Il y a quelques semaines, la start-up américaine JetZero a annoncé un partenariat stratégique avec United Airlines, qui pourrait aboutir à la commande de plusieurs centaines d’avions. United Airlines a investi dans cette start-up californienne qui développe des "ailes volantes", un concept radicalement différent des avions traditionnels. JetZero prévoit un premier vol de démonstration en 2027 et United Airlines pourrait commander jusqu’à 200 appareils (100 fermes et 100 en option). Cette firme américaine s'est entourée de partenaires de premier choix, Pratt&Whitney pour le moteur PW2040 et Thales pour les commandes de vol. Le modèle Z4 développé par JetZero est un appareil à fuselage intégré ("blended wing body" – BWB), où le fuselage et les ailes forment un ensemble homogène. Ce concept d'aile volante a déjà fait ses preuves dans l’aviation militaire et a été utilisé pour concevoir le drone nEUROn de Dassault Aviation. Cet appareil, soutenu par la NASA et l’US Air Force devrait permettre une réduction de l’ordre de 50 % de la consommation, par passager et par mile nautique, comparé à un avion classique équivalent. Il devrait transporter 250 passagers dans sa version civile, D’autres versions sont prévues pour le transport de fret notamment.
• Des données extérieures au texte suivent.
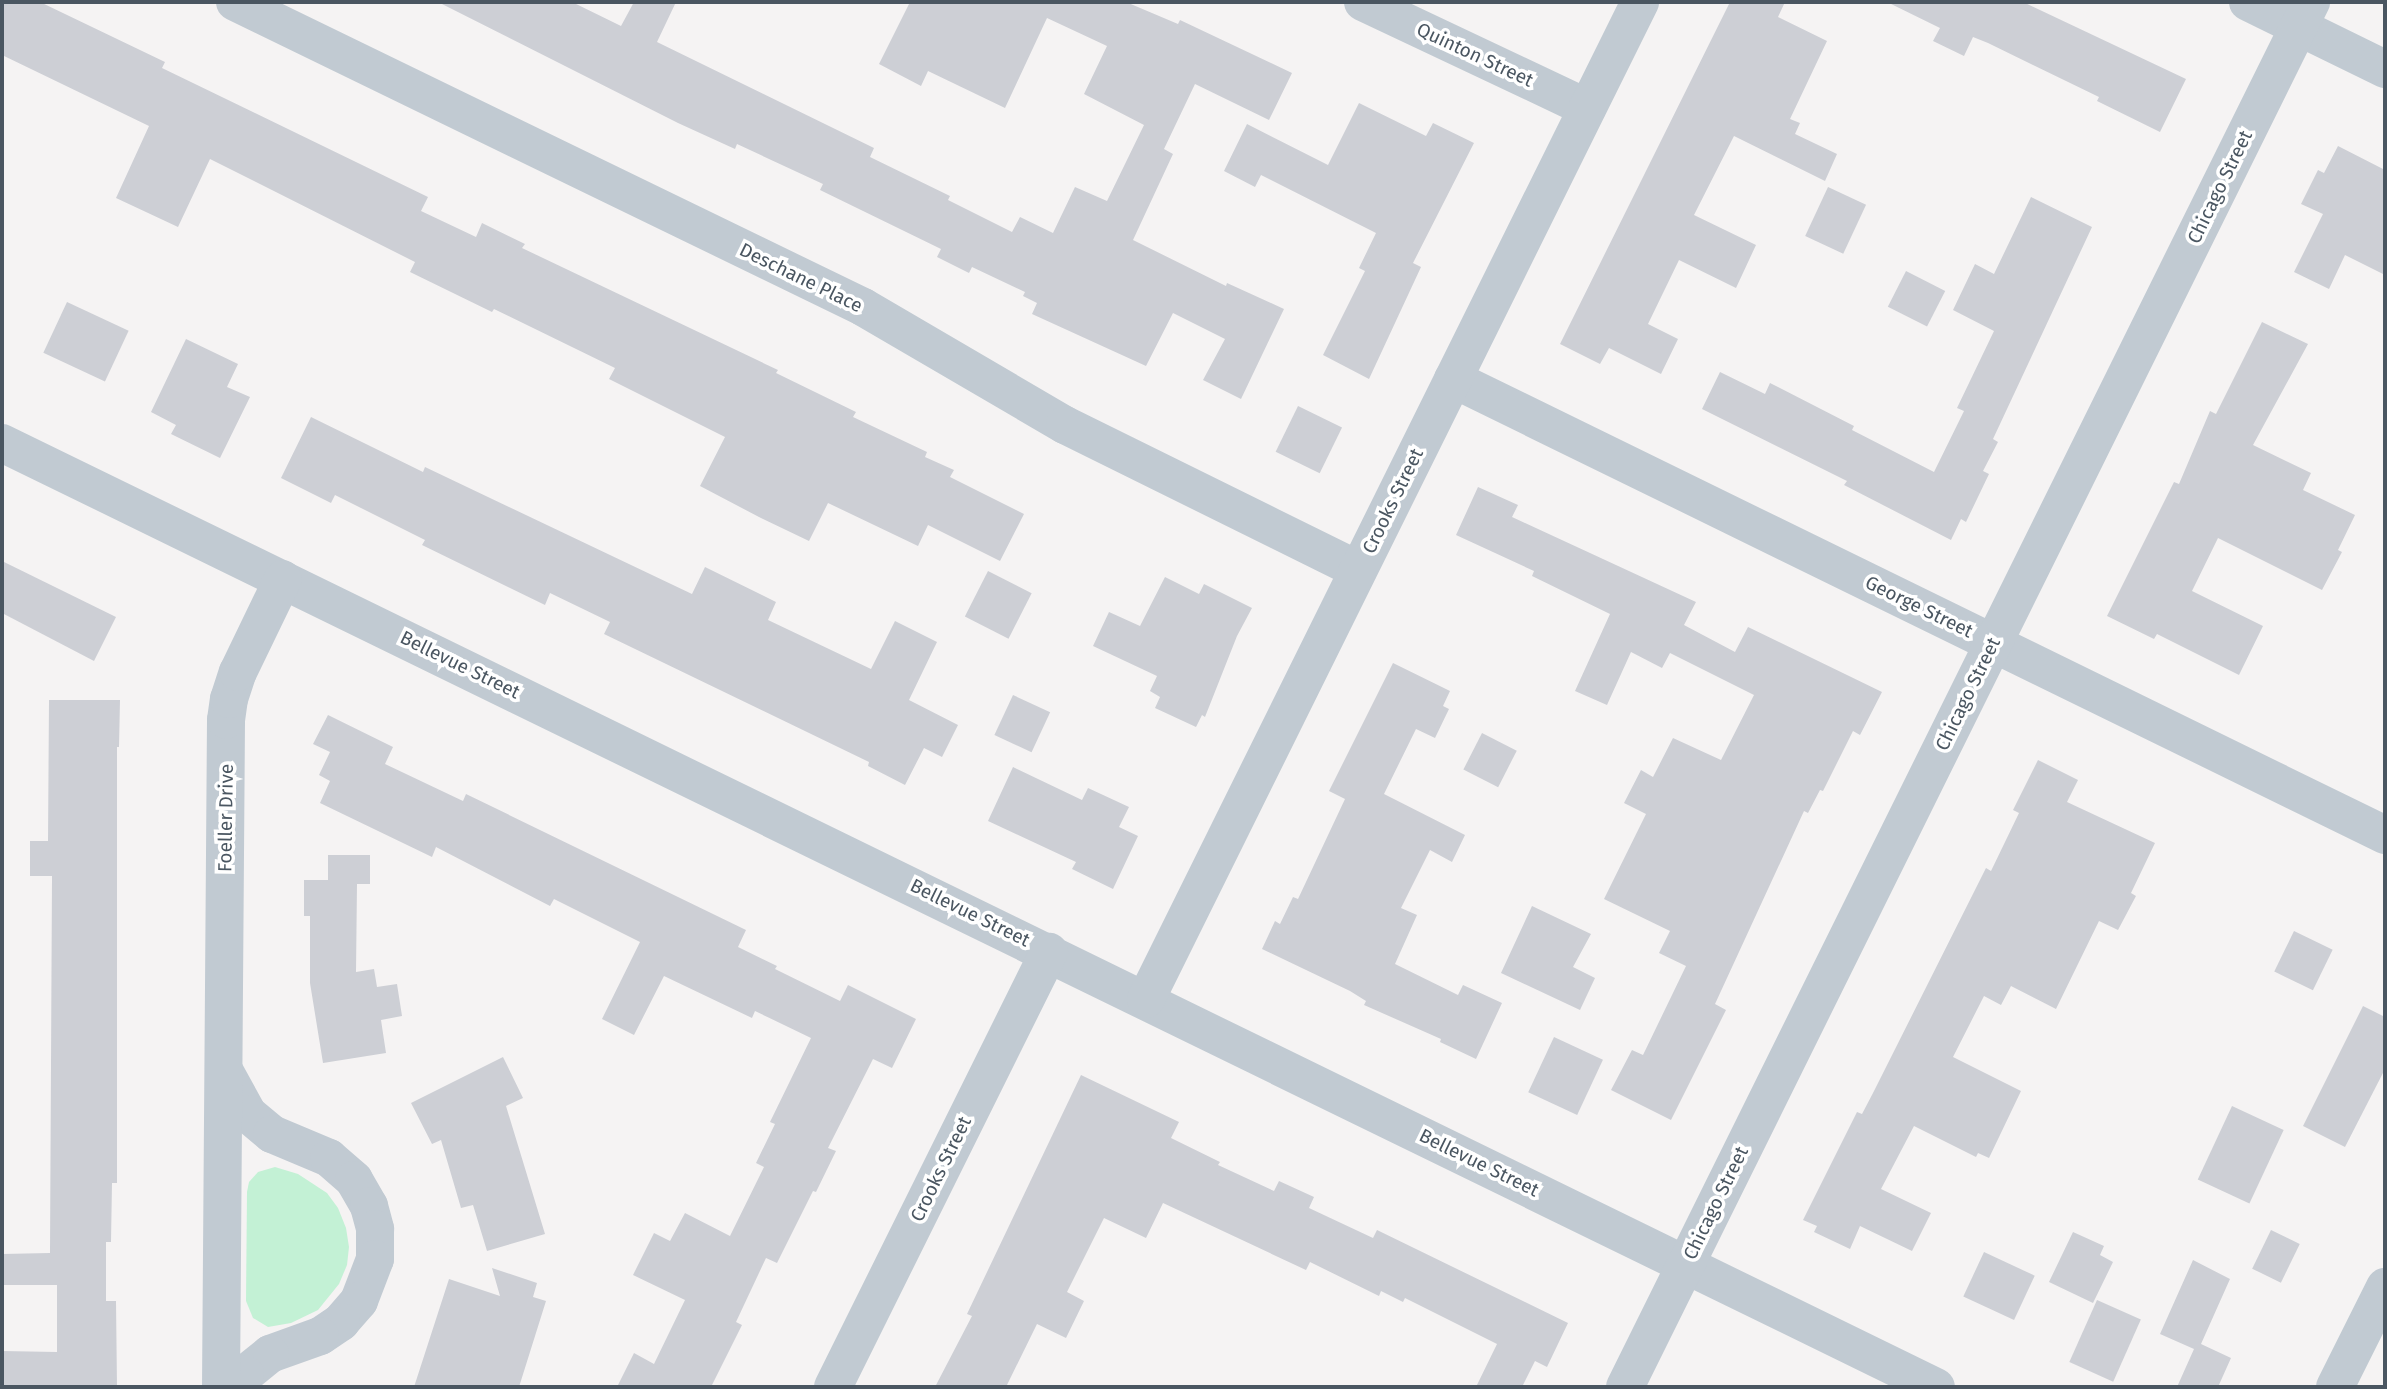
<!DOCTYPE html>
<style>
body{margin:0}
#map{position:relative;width:2387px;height:1389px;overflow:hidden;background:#f5f3f3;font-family:"Fira Sans",sans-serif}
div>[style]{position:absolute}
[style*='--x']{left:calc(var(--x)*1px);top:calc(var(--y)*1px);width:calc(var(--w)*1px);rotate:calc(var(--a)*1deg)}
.green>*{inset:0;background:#c3f1d5}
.building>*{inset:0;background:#cdcfd5;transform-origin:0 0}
.minor>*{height:38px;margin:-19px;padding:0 19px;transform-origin:19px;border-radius:19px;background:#c1cad2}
span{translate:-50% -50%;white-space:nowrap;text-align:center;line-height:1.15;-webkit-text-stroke:7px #fff;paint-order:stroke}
.street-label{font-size:19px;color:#4a5661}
.frame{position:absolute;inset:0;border:4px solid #4a5661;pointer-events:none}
</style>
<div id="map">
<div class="green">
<i style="clip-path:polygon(275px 1167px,298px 1174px,327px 1193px,338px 1208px,346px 1228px,349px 1247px,347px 1265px,339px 1284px,318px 1310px,291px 1323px,268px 1327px,253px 1318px,246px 1301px,247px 1192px,249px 1182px,258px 1172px)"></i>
</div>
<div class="building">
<i style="clip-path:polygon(2px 2px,40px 2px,165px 62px,162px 68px,428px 197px,421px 211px,476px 237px,482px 223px,525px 244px,522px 248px,778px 370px,776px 373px,856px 412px,853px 417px,927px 452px,925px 457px,954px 470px,950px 477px,1024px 514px,1000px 561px,928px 525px,918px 546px,828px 503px,809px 541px,759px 517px,700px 486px,725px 437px,609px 379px,615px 368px,494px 309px,492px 312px,410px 272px,415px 262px,210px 159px,178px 227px,116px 198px,149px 126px,2px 55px)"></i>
<i style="clip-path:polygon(438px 2px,572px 2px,621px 26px,634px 2px,676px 2px,657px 42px,874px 148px,870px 157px,950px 196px,948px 200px,1012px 232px,1020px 217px,1053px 233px,1075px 187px,1107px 201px,1144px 125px,1084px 94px,1107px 46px,1047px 18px,1005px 108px,928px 71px,921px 86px,879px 64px,910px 2px,1126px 2px,1178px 24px,1180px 20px,1292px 73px,1269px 120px,1195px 84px,1164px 149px,1173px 154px,1133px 240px,1226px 286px,1227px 283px,1284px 309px,1241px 399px,1203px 380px,1225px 339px,1173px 313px,1146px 366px,1032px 314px,1037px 303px,1023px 296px,1025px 292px,972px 267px,969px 273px,937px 257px,941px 249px,820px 190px,823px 184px,737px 144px,735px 149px,678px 123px)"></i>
<i style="clip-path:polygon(1730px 2px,1785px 2px,1778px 17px,1827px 41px,1790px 119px,1800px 123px,1795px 134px,1837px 154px,1825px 181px,1734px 136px,1694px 215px,1756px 245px,1736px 288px,1679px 260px,1648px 324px,1678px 339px,1661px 374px,1609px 348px,1600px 364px,1560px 344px)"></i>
<i style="clip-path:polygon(1887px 2px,2023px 2px,2186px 79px,2160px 132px,2097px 101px,2099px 97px,1988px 43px,1973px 37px,1964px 56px,1933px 41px,1940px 28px)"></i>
<i style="clip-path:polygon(1359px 103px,1426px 136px,1433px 123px,1474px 143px,1413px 263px,1421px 267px,1369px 379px,1323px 355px,1365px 271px,1359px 268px,1376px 233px,1261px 175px,1255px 187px,1224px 171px,1247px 124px,1328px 165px)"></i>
<i style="clip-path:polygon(2338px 146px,2385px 170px,2385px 275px,2345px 255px,2329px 289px,2294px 272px,2323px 214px,2301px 204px,2318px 170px,2324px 173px)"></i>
<i style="left:1828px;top:187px;width:42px;height:54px;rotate:25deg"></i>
<i style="clip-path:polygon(2031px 197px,2092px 227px,1993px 439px,1998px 442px,1983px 471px,1989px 474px,1966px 522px,1961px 519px,1951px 540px,1844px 485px,1847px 481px,1702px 409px,1720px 372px,1765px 394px,1770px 383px,1854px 426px,1852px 430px,1934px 472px,1964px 411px,1957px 408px,1994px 331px,1953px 310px,1975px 264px,1994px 274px)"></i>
<i style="left:1906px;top:271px;width:44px;height:40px;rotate:27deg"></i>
<i style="left:67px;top:302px;width:68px;height:56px;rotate:25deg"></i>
<i style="clip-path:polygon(2262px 322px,2308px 344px,2253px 445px,2311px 473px,2303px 490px,2355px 515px,2338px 550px,2342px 552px,2322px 590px,2218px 538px,2192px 591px,2263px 626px,2239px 675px,2157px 634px,2154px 639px,2107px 616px,2174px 482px,2179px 484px,2210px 411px,2216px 414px)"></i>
<i style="clip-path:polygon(186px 339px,238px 364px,227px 387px,250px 397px,220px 458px,171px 434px,176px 425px,151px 412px)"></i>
<i style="left:1298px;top:406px;width:49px;height:51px;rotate:26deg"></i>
<i style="clip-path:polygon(311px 417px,423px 472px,425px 467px,692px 594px,705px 567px,776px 602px,768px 620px,871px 669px,895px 621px,937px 642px,909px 700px,958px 725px,942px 757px,924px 748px,905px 785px,868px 766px,869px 762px,604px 634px,610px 622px,550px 593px,545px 605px,422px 545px,425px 540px,335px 495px,331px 503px,281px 478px)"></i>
<i style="clip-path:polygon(1478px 487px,1518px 505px,1512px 517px,1696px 602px,1684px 625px,1735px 652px,1748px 627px,1882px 692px,1860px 735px,1853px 731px,1823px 791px,1820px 790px,1808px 813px,1804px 811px,1715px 1004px,1726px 1010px,1671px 1120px,1611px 1090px,1632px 1050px,1643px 1055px,1686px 966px,1659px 953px,1670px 931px,1604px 899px,1646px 814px,1624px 803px,1641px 770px,1653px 777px,1673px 738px,1721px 760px,1754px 695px,1670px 653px,1662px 668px,1631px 652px,1607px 705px,1575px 691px,1610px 614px,1532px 576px,1534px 571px,1456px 535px)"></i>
<i style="clip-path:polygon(2px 561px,116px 617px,94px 661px,2px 613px)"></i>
<i style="left:988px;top:571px;width:49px;height:51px;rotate:27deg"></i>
<i style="clip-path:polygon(1165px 577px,1199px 594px,1204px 584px,1252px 608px,1237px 636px,1205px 717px,1202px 715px,1196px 727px,1155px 708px,1160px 697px,1150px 691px,1157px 676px,1093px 646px,1109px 612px,1140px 626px)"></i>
<i style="clip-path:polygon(1393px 663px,1450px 691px,1443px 706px,1449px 709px,1435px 738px,1416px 729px,1384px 794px,1465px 835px,1452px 862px,1430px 850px,1401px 908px,1417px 915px,1395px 964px,1458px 995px,1463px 985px,1502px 1003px,1476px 1059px,1440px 1042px,1441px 1039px,1364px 1005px,1366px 1001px,1350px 991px,1262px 949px,1275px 921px,1280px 924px,1293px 897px,1298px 899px,1345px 799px,1329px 791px)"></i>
<i style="left:1013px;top:695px;width:41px;height:44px;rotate:25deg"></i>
<i style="clip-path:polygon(49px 700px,120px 700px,119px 747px,117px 747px,117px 1183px,112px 1183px,111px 1242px,106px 1242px,106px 1301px,116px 1301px,117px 1387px,2px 1387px,2px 1351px,57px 1352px,57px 1285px,2px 1285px,2px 1254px,50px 1253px,52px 876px,30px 876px,30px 841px,48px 841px)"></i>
<i style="clip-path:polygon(328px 715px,393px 747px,385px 764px,463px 801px,466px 794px,746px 930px,738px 947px,777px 966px,775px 969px,840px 1001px,848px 985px,916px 1019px,892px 1068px,873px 1059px,828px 1148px,836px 1151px,816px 1192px,813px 1191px,777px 1263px,766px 1258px,736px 1322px,742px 1325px,711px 1387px,617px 1387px,634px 1353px,654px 1364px,685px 1300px,633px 1275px,654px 1233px,670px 1241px,685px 1213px,730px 1236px,764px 1167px,756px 1163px,775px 1124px,770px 1122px,811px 1038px,755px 1011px,752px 1018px,664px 976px,634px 1035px,602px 1019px,640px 942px,554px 899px,550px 906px,436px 847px,432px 857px,320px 803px,330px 781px,319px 775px,330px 752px,313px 744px)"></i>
<i style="left:1482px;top:733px;width:39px;height:41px;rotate:27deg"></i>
<i style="clip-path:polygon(2038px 760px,2078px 780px,2067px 802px,2155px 843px,2131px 893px,2136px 896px,2118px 930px,2099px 921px,2056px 1009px,2011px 986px,2001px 1005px,1984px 996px,1953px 1057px,2021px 1091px,1989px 1158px,1978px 1153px,1976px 1157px,1914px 1126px,1881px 1189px,1931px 1213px,1912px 1251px,1860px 1226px,1850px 1249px,1814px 1232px,1817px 1226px,1803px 1220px,1857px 1112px,1862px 1114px,1873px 1093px,1986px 868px,1991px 871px,2019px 813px,2013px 810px)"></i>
<i style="clip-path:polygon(1013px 767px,1082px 800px,1088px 788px,1129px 807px,1119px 827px,1138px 836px,1113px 889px,1072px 869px,1076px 862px,988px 821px)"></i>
<i style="clip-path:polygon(328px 855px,370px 855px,370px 884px,357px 884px,356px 972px,374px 969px,377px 987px,397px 984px,402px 1016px,381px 1020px,386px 1053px,323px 1063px,310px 983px,310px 916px,304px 916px,304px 880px,328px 880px)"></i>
<i style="clip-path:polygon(1532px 906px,1591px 934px,1573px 967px,1595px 978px,1580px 1010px,1501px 973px)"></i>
<i style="left:2294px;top:931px;width:43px;height:45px;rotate:26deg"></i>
<i style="clip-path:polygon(2363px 1006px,2385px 1017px,2385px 1069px,2345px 1147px,2303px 1126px)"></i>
<i style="left:1554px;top:1037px;width:54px;height:61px;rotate:25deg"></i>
<i style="clip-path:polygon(503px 1057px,523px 1098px,506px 1106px,545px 1234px,487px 1251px,473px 1205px,461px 1208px,441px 1140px,432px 1144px,411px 1103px)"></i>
<i style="clip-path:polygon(1081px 1075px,1179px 1122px,1171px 1138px,1220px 1162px,1218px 1165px,1274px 1191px,1279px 1181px,1314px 1197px,1309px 1208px,1373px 1238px,1377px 1230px,1568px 1323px,1547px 1367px,1535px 1361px,1522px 1387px,1476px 1387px,1497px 1344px,1405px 1298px,1403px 1302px,1381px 1291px,1379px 1296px,1310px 1262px,1306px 1270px,1163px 1203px,1146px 1238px,1104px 1218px,1067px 1292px,1084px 1301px,1066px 1338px,1037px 1324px,1006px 1387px,935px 1387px,972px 1316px,967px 1314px)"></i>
<i style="left:2232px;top:1106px;width:57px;height:81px;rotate:25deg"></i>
<i style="left:2271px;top:1230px;width:32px;height:43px;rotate:26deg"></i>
<i style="clip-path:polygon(2073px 1232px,2104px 1246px,2100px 1255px,2113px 1262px,2093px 1303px,2049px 1282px)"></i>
<i style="left:1984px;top:1252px;width:56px;height:49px;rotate:25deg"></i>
<i style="clip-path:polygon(2193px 1260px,2230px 1279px,2201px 1344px,2231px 1358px,2218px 1387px,2177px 1387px,2194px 1349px,2160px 1334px)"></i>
<i style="clip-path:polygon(492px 1268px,537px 1283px,533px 1297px,546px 1301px,519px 1387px,414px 1387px,449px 1279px,500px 1296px)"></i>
<i style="left:2097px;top:1300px;width:48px;height:68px;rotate:24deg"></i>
</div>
<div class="minor">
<i style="--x:235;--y:2;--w:698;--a:25.9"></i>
<i style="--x:863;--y:307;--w:234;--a:30.3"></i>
<i style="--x:1065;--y:425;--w:327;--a:26.3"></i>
<i style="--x:1363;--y:2;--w:248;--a:25.3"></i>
<i style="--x:2248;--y:2;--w:153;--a:26.1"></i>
<i style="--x:1453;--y:379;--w:1038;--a:26.07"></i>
<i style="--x:2;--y:443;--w:2152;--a:26.02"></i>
<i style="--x:1146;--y:999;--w:1113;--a:-63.64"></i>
<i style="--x:225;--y:1072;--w:48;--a:61.3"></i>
<i style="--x:248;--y:1114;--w:31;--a:40"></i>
<i style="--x:272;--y:1134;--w:62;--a:22.8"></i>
<i style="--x:329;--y:1158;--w:33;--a:41"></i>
<i style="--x:354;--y:1180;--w:30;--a:60"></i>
<i style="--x:369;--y:1206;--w:24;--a:75"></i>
<i style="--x:375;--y:1229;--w:30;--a:90"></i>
<i style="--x:375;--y:1259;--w:45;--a:110.9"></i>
<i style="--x:359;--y:1301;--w:28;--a:131"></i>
<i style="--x:341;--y:1322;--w:25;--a:146"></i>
<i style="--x:320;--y:1336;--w:53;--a:160.2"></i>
<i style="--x:270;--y:1354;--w:32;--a:141"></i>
<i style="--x:245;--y:1374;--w:15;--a:118"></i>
<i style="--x:221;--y:1387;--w:667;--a:-89.57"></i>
<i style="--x:226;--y:720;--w:21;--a:-82"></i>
<i style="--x:229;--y:699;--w:28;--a:-72"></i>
<i style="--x:238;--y:672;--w:103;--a:-64.2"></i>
<i style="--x:833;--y:1387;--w:486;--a:-63.6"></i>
<i style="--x:1625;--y:1387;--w:1546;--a:-63.65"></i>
<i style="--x:2335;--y:1387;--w:112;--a:-63.4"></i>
</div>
<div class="street-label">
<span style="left:1475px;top:55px;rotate:25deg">Quinton Street</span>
<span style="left:2220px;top:187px;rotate:-64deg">Chicago Street</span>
<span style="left:801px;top:278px;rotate:26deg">Deschane Place</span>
<span style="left:1393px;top:501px;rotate:-64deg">Crooks Street</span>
<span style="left:1919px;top:607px;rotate:26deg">George Street</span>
<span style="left:460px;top:665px;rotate:26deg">Bellevue Street</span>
<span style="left:1968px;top:694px;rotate:-64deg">Chicago Street</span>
<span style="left:226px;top:818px;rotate:-89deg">Foeller Drive</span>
<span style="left:970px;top:913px;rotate:26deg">Bellevue Street</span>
<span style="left:1479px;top:1163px;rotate:26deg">Bellevue Street</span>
<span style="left:941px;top:1169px;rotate:-64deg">Crooks Street</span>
<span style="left:1716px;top:1203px;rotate:-64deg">Chicago Street</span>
</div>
<div class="frame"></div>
</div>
Airbus travaille également sur ce concept prometteur et futuriste d'aile volante qui promet des avions à la fois bien plus économes en carburant, mais également plus spacieux et plus confortables pour les passagers.
L'aviation civile, tout en faisant feu de tous bois pour trouver des solutions technologiques innovantes visant à accélérer sa décarbonatation et réduire drastiquement son empreinte climatique, pourrait également, 22 ans après l'arrêt du Concorde, renouer avec les vols supersoniques dans un avenir proche. Le 28 janvier dernier, l'entreprise américaine Boom a réalisé avec succès le premier vol supersonique de son avion démonstrateur XB-1 au Mojave Air & Space Port en Californie. Le XB-1 s'est hissé à 35.290 pieds d'altitude et a atteint Mach 1,122 (soit 1.385,4 Km/h), franchissant donc le mur du son pour la première fois. Le XB-1 est un démonstrateur dont l'étape suivante devrait être l'avion de ligne baptisé Overture. Basée à Denver, dans le Colorado, Boom développe depuis 10 ans cet appareil. Après une levée de fonds remarquée de 100 millions de dollars en 2019, cette firme a reçu 130 précommandes de la part de compagnies américaines et japonaises. Extérieurement, cet avion supersonique quadriréacteur s'inspire du Concorde, avec un fuselage étroit, des ailes delta et un nez pointu. Mais cet avion bénéficie de technologies bien plus avancées, notamment pour les matériaux composites et la gestion numérique de vol. Prévu pour embarquer 70 passagers, cet avion volera à 1.7 Mach (contre 2.2 pour le Concorde). L'Overture vise ainsi des trajets comme New York-Rome en moins de 5 heures (au lieu de 8), Tokyo-San Francisco en un peu plus de 8 heures (au lieu de plus de 12 heures) ou encore Londres-Philadelphie en moins de 5 heures (au lieu de 9 heures).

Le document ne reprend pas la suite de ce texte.